Exercise data >>
=-=-=-=-=

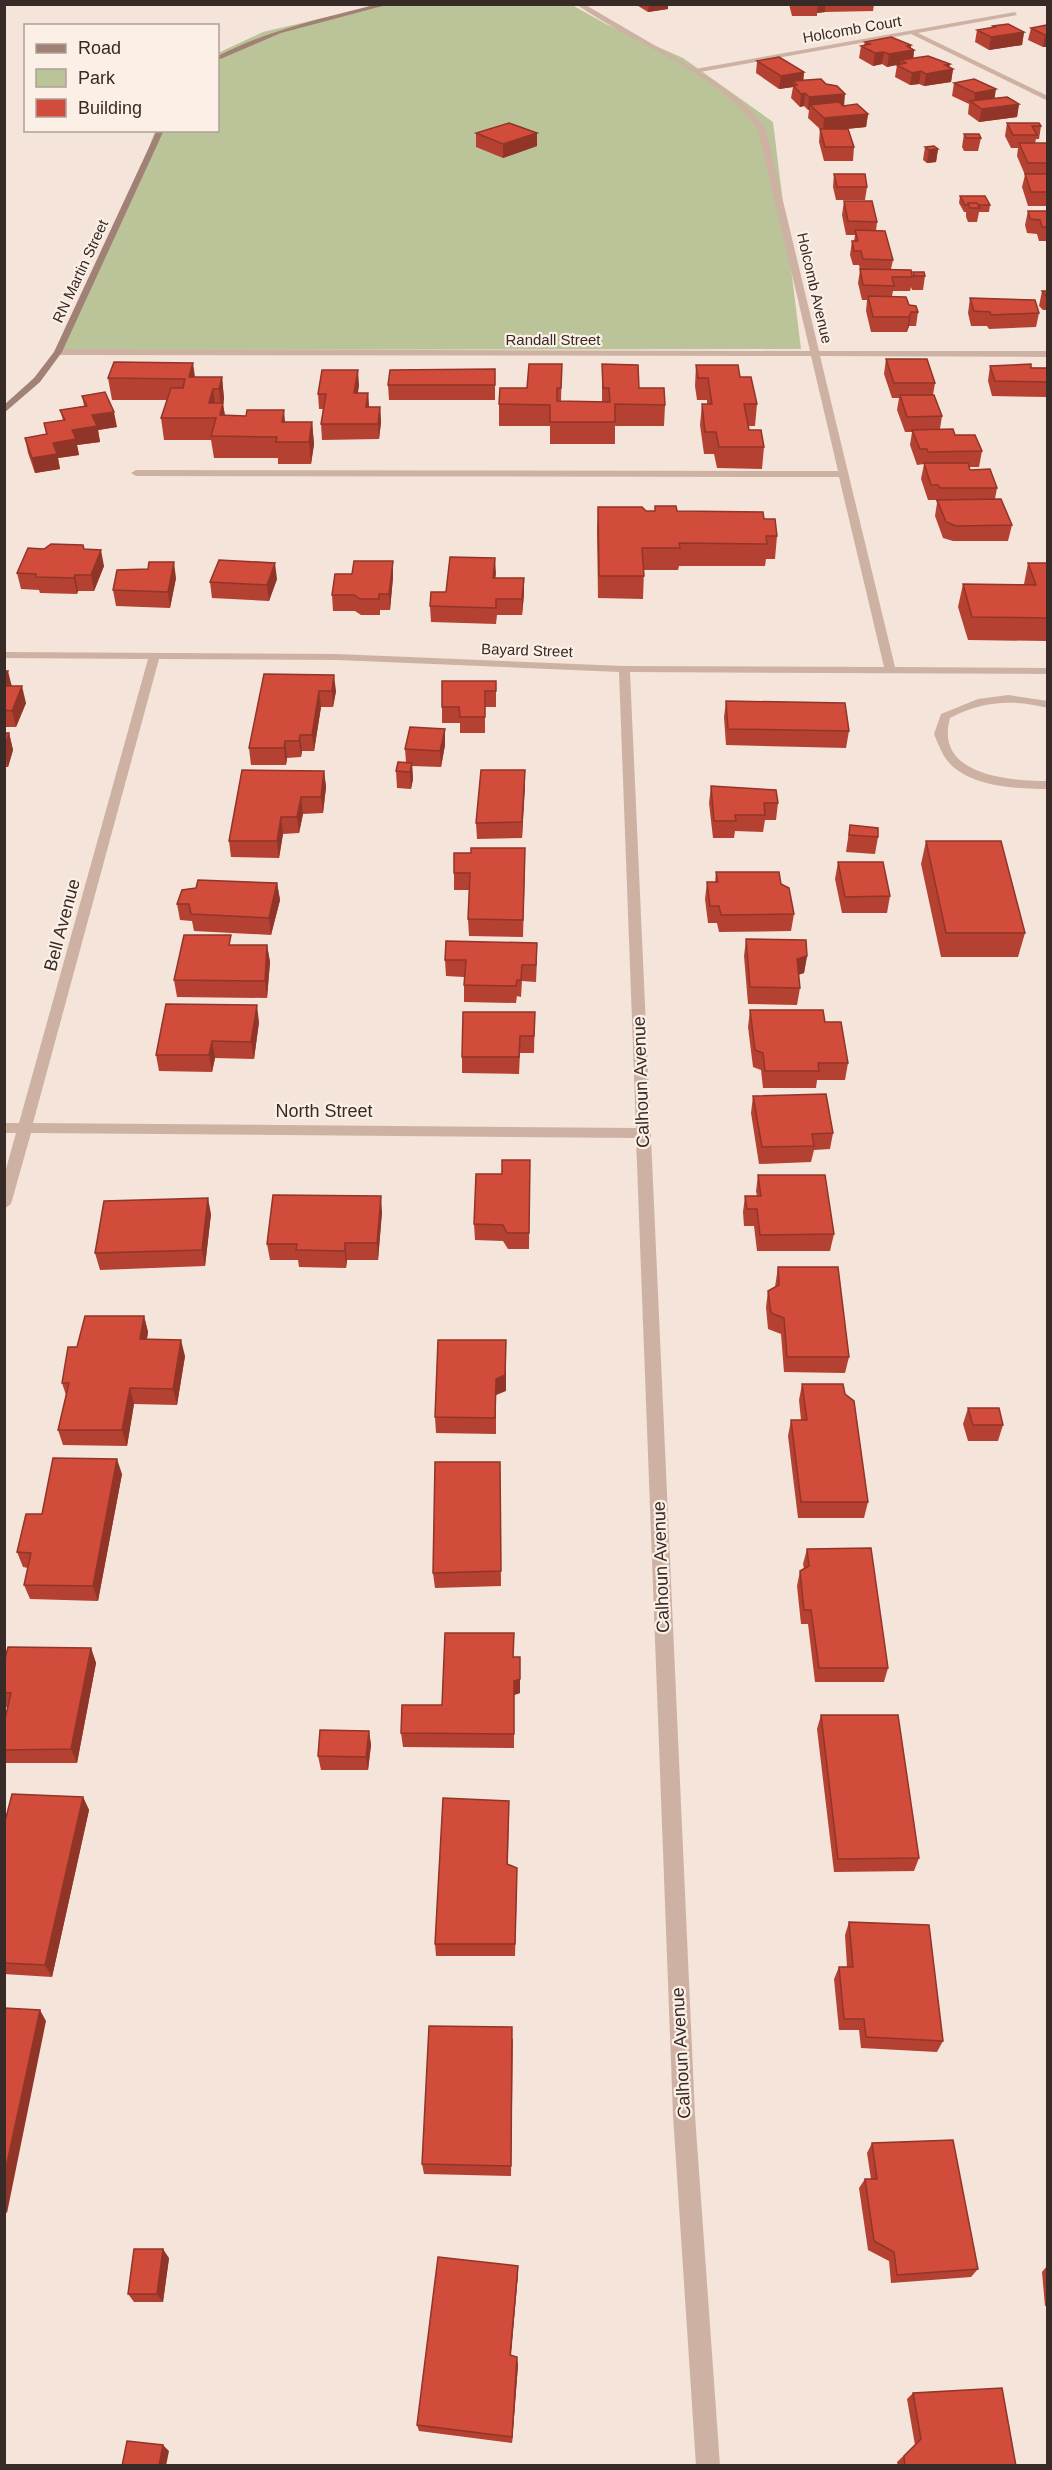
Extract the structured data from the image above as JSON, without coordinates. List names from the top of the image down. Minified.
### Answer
{"streets":{"street":["Holcomb Court","RN Martin Street","Holcomb Avenue","Randall Street","Bayard Street","Bell Avenue","Calhoun Avenue","North Street"]},"crossings":[["Holcomb Court","Holcomb Avenue"],["RN Martin Street","Randall Street"],["Holcomb Avenue","Randall Street"],["Holcomb Avenue","Bayard Street"],["Bayard Street","Bell Avenue"],["Bayard Street","Calhoun Avenue"],["Bell Avenue","North Street"],["Calhoun Avenue","North Street"]],"legend":["Road","Park","Building"]}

=-=-=-=-=

Exercise details >> Repeat all of the data above word for word, minus the pictures.

Task result >>
Extract the structured data from the image above as JSON, without coordinates. List names from the top of the image down. Minified.
### Answer
{"streets":{"street":["Holcomb Court","RN Martin Street","Holcomb Avenue","Randall Street","Bayard Street","Bell Avenue","Calhoun Avenue","North Street"]},"crossings":[["Holcomb Court","Holcomb Avenue"],["RN Martin Street","Randall Street"],["Holcomb Avenue","Randall Street"],["Holcomb Avenue","Bayard Street"],["Bayard Street","Bell Avenue"],["Bayard Street","Calhoun Avenue"],["Bell Avenue","North Street"],["Calhoun Avenue","North Street"]],"legend":["Road","Park","Building"]}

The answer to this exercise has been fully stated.